- Information provided
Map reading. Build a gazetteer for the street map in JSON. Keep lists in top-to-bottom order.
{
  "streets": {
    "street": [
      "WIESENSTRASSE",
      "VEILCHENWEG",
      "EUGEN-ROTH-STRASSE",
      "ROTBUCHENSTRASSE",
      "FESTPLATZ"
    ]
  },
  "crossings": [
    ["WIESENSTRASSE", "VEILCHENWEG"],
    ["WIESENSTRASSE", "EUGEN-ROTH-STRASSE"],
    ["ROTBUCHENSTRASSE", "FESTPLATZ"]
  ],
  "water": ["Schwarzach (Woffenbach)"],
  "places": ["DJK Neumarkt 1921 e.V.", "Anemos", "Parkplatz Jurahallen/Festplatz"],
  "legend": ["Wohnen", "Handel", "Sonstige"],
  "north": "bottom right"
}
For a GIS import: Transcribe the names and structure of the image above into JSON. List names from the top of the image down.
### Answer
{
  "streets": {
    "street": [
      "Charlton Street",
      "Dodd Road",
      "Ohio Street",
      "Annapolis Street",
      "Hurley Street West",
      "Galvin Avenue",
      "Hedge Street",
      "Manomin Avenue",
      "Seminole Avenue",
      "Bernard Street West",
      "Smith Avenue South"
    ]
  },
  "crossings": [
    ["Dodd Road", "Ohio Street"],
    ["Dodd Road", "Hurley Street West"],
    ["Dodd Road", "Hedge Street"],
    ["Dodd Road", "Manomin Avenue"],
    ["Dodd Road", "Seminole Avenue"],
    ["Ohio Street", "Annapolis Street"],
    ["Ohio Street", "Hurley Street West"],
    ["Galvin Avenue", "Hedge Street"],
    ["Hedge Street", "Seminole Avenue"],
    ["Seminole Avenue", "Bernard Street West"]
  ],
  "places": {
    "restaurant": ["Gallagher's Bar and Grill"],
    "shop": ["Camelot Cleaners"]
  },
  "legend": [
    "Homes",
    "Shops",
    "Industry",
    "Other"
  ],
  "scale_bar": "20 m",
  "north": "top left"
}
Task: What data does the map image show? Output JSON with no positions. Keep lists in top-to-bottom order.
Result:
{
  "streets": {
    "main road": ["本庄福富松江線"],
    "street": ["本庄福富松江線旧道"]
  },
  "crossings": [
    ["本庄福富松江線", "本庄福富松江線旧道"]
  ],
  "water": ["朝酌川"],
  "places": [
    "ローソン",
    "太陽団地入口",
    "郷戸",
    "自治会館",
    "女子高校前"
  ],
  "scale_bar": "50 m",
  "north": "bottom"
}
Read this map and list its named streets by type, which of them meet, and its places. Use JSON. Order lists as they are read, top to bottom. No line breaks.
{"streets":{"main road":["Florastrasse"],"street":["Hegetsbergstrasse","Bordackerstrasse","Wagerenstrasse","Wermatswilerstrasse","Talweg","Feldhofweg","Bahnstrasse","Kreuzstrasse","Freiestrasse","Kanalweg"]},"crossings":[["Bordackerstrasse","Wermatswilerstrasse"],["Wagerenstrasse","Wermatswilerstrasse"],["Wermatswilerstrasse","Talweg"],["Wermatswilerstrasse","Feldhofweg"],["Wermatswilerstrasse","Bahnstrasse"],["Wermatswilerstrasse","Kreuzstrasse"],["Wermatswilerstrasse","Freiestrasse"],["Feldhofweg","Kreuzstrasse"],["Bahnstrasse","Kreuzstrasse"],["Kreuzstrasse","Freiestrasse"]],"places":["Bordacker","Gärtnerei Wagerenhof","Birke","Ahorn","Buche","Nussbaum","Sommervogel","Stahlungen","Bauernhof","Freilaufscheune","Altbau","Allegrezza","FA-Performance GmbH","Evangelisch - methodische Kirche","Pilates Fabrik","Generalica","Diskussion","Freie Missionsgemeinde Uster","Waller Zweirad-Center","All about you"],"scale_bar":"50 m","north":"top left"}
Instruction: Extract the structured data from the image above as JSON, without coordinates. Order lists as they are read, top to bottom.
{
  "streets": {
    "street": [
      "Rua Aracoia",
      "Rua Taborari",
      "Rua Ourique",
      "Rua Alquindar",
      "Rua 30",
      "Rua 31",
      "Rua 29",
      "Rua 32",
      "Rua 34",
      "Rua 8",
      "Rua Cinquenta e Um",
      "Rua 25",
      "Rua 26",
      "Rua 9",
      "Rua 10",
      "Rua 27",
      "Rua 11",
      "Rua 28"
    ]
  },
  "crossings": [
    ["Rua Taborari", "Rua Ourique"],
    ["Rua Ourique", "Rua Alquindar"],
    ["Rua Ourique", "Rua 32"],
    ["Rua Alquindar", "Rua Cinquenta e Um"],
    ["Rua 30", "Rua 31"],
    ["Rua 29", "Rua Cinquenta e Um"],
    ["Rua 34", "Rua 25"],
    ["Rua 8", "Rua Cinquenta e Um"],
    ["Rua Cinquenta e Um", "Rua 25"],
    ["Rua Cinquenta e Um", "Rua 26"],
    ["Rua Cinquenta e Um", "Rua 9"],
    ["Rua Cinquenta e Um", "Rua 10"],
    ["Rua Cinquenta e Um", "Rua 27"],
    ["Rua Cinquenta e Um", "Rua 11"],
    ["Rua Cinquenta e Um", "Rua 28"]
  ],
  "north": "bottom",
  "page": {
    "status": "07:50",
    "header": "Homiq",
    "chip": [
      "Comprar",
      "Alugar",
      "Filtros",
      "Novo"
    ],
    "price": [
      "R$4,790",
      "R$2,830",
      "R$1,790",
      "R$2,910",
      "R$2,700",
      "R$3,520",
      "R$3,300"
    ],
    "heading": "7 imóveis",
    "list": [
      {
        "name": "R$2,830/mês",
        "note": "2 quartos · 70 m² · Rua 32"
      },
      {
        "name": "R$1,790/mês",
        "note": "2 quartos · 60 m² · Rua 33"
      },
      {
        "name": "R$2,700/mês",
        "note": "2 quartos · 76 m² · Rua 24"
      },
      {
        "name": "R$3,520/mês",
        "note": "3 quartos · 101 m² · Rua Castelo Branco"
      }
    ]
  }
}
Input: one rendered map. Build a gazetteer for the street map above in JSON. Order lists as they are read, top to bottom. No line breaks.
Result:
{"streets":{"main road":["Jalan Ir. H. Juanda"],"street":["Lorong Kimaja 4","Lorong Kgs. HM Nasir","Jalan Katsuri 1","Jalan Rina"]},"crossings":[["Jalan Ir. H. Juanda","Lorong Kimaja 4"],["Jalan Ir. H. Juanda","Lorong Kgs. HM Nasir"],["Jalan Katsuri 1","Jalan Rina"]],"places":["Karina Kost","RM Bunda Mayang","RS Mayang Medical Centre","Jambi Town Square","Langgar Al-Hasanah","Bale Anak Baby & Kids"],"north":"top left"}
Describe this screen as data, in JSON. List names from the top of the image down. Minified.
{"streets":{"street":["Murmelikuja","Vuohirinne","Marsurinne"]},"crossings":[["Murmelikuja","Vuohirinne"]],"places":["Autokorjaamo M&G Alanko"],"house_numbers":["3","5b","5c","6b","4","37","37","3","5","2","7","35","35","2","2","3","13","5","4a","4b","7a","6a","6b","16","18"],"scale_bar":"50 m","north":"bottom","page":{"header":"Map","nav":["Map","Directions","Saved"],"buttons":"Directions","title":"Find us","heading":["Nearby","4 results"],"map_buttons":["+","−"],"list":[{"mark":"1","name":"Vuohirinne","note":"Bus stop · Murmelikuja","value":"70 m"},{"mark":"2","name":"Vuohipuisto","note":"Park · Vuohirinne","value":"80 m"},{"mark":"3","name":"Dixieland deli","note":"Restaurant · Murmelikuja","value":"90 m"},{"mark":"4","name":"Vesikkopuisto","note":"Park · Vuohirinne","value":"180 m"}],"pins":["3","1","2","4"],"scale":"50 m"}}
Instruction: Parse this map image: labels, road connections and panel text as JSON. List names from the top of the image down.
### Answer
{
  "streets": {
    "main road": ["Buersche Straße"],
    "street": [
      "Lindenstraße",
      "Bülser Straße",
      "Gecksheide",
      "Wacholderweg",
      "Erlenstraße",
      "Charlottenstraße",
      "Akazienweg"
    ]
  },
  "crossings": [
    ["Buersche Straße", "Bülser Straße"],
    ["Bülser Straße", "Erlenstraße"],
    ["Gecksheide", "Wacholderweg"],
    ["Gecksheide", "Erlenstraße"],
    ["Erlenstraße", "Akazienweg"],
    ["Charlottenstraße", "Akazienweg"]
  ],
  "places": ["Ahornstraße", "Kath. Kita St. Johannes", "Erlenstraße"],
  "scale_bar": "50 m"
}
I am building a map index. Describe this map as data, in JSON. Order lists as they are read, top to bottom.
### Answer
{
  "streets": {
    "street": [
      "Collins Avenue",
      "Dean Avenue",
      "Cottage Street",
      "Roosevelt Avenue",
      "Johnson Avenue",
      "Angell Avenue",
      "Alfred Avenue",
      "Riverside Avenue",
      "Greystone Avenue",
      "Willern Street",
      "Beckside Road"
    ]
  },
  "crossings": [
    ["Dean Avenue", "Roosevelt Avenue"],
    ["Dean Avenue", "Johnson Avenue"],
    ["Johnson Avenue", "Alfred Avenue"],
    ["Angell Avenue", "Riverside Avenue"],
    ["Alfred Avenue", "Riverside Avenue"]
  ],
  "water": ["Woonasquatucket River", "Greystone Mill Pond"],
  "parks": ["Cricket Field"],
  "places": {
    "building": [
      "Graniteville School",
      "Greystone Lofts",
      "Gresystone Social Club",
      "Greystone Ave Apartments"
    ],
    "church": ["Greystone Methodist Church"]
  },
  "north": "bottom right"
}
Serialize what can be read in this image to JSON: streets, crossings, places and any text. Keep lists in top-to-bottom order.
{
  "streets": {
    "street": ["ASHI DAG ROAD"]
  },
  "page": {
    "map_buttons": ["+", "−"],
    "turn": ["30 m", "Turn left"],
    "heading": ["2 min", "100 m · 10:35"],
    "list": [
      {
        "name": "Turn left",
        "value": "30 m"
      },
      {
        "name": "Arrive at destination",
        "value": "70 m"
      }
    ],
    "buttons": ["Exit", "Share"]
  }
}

- Exercise
The answer must be every line from the records above that contains the word "water", copied in full.

- Expected output
  "water": ["Schwarzach (Woffenbach)"],
  "water": ["朝酌川"],
  "water": ["Woonasquatucket River", "Greystone Mill Pond"],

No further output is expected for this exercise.